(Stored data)
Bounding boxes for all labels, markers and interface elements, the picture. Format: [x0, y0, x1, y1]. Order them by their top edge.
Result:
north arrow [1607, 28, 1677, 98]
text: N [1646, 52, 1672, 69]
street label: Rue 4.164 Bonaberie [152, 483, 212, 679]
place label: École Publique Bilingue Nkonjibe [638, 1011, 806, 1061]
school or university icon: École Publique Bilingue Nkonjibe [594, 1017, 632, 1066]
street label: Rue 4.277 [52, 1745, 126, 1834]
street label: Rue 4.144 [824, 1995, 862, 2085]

#### About this task
Every line above needs to be retyped exactly.

#### Problem solution
Bounding boxes for all labels, markers and interface elements, the picture. Format: [x0, y0, x1, y1]. Order them by their top edge.
Result:
north arrow [1607, 28, 1677, 98]
text: N [1646, 52, 1672, 69]
street label: Rue 4.164 Bonaberie [152, 483, 212, 679]
place label: École Publique Bilingue Nkonjibe [638, 1011, 806, 1061]
school or university icon: École Publique Bilingue Nkonjibe [594, 1017, 632, 1066]
street label: Rue 4.277 [52, 1745, 126, 1834]
street label: Rue 4.144 [824, 1995, 862, 2085]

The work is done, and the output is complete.